[Stored data]
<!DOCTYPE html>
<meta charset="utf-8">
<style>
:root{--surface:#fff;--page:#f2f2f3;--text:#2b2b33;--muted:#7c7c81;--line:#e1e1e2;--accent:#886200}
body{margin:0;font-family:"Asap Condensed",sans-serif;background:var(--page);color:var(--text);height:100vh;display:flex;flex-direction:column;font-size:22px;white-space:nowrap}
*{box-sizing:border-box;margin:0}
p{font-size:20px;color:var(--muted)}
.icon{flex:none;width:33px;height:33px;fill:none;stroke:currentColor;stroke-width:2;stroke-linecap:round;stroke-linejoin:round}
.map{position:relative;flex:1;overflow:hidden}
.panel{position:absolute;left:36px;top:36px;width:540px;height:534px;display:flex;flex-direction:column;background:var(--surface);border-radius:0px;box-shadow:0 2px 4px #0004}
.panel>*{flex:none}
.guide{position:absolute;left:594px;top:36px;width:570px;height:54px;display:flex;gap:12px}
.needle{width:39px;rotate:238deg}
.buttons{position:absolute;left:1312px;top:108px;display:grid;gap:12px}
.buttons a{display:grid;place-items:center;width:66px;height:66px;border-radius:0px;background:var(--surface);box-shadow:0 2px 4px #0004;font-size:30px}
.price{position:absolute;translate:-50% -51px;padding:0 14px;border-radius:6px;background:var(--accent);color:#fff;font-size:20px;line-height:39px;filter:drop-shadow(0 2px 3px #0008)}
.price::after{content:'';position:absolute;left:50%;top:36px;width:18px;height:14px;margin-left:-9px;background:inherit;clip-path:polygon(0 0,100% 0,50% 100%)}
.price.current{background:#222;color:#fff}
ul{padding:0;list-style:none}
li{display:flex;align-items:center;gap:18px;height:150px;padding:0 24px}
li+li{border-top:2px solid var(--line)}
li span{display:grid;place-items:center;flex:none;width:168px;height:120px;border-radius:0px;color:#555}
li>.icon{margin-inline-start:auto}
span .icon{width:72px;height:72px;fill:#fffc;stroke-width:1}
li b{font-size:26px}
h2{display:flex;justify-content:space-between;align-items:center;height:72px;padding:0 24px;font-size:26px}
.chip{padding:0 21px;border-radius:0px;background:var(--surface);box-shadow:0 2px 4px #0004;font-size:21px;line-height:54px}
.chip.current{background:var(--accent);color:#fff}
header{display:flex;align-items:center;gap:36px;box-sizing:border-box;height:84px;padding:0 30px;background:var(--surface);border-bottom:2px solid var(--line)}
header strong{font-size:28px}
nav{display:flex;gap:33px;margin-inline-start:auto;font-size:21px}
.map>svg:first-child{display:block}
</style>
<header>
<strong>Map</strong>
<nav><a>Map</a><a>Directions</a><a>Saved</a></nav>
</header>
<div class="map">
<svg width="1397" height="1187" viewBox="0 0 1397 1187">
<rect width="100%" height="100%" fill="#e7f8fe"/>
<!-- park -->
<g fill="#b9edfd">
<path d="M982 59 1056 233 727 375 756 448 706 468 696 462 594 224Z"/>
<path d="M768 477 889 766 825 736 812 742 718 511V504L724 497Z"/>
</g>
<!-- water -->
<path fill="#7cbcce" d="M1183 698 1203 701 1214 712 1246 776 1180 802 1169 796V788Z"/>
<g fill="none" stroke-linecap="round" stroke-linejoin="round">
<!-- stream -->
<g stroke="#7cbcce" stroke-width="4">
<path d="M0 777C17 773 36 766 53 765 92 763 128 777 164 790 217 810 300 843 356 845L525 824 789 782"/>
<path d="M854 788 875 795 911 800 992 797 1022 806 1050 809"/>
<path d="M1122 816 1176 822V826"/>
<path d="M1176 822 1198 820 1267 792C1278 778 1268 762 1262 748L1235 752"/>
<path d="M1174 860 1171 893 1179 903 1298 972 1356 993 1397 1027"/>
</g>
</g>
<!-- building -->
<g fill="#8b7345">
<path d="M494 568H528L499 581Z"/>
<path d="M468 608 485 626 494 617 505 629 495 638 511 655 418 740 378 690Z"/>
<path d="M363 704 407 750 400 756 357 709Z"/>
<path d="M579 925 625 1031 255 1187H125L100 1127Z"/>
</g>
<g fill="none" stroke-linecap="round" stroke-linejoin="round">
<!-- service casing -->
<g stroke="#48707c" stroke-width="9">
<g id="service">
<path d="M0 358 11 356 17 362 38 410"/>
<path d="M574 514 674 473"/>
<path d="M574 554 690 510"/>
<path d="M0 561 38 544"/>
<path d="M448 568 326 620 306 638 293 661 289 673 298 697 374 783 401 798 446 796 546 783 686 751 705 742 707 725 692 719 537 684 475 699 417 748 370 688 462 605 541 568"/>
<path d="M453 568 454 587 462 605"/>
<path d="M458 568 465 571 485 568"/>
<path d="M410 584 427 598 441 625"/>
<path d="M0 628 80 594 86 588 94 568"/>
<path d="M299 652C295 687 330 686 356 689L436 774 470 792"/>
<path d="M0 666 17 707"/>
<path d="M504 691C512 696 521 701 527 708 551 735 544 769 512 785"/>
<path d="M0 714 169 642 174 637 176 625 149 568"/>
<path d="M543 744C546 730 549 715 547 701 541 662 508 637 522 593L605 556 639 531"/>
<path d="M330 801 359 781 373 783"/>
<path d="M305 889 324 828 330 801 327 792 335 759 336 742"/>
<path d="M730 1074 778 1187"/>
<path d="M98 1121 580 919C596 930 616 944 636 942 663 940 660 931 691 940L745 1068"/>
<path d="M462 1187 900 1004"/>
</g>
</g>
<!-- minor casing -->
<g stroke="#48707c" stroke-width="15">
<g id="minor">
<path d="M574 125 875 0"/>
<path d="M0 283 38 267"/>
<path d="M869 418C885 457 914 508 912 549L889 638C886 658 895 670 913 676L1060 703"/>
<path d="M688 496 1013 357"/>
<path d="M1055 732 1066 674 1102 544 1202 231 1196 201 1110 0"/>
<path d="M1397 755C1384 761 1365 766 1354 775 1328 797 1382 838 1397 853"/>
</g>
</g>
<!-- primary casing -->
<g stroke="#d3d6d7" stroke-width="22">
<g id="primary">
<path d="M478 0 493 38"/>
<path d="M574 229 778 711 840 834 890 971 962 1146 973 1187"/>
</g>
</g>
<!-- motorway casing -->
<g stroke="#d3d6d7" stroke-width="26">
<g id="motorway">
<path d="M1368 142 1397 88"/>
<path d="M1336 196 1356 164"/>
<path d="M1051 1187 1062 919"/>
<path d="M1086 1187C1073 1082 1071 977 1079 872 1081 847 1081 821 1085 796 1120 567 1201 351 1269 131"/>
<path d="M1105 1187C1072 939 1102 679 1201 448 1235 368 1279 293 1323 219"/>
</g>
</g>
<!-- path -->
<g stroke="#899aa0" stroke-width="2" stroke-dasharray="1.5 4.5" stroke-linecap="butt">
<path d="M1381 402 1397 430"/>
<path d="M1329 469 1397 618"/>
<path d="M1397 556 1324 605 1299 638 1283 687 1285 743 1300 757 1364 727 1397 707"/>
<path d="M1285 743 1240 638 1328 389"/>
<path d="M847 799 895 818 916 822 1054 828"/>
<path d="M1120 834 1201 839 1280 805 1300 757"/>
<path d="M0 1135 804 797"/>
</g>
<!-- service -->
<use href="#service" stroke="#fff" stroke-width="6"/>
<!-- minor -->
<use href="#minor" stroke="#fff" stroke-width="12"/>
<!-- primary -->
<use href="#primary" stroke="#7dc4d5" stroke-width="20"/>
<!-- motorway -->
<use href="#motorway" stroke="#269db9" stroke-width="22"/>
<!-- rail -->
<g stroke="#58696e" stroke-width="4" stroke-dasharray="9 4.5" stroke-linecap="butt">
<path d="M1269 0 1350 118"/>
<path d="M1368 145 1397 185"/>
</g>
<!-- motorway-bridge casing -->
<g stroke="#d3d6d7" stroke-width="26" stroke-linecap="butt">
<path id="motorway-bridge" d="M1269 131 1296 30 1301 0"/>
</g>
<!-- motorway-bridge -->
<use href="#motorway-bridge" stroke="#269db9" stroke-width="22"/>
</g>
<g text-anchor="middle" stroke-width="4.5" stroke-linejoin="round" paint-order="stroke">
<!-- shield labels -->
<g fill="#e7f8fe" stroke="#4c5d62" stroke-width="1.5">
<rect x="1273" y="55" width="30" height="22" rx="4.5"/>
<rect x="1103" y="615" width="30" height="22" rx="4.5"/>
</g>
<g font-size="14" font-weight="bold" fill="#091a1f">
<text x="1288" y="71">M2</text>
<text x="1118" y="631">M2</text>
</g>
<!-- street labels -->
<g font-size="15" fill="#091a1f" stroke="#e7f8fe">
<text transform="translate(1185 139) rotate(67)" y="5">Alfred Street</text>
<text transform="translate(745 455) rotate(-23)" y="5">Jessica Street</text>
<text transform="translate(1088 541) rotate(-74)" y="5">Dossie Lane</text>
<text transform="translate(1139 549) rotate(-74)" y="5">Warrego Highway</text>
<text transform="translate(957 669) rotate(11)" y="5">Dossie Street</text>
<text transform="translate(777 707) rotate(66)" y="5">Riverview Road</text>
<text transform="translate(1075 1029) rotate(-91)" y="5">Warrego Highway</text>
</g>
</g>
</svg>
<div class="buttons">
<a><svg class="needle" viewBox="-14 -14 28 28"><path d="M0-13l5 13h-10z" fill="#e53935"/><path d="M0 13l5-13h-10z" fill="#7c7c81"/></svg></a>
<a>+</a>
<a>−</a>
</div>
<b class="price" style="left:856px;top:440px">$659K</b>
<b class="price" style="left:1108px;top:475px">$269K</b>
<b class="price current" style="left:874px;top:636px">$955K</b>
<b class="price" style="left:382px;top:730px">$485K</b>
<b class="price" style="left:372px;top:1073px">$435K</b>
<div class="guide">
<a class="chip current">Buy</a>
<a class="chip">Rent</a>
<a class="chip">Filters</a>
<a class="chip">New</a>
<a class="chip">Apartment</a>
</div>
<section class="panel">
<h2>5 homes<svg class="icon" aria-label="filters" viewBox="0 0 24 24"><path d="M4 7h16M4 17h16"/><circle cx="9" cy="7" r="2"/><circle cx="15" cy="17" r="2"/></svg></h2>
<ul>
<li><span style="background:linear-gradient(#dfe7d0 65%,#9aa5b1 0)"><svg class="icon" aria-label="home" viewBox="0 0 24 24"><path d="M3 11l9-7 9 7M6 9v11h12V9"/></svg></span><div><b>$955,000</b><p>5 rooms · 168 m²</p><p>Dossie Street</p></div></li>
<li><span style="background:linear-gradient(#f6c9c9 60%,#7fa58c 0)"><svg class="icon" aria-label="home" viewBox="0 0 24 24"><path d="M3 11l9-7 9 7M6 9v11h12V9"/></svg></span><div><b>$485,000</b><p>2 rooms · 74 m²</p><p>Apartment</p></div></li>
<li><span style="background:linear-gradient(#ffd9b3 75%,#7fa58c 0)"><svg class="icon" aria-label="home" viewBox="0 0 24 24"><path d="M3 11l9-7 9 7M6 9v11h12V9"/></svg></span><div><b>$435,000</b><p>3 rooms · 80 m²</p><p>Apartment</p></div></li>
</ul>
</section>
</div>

Work instructions: Throughout the data above, report every line that contains the string "grid".

Result of this exercise:
.buttons{position:absolute;left:1312px;top:108px;display:grid;gap:12px}
.buttons a{display:grid;place-items:center;width:66px;height:66px;border-radius:0px;background:var(--surface);box-shadow:0 2px 4px #0004;font-size:30px}
li span{display:grid;place-items:center;flex:none;width:168px;height:120px;border-radius:0px;color:#555}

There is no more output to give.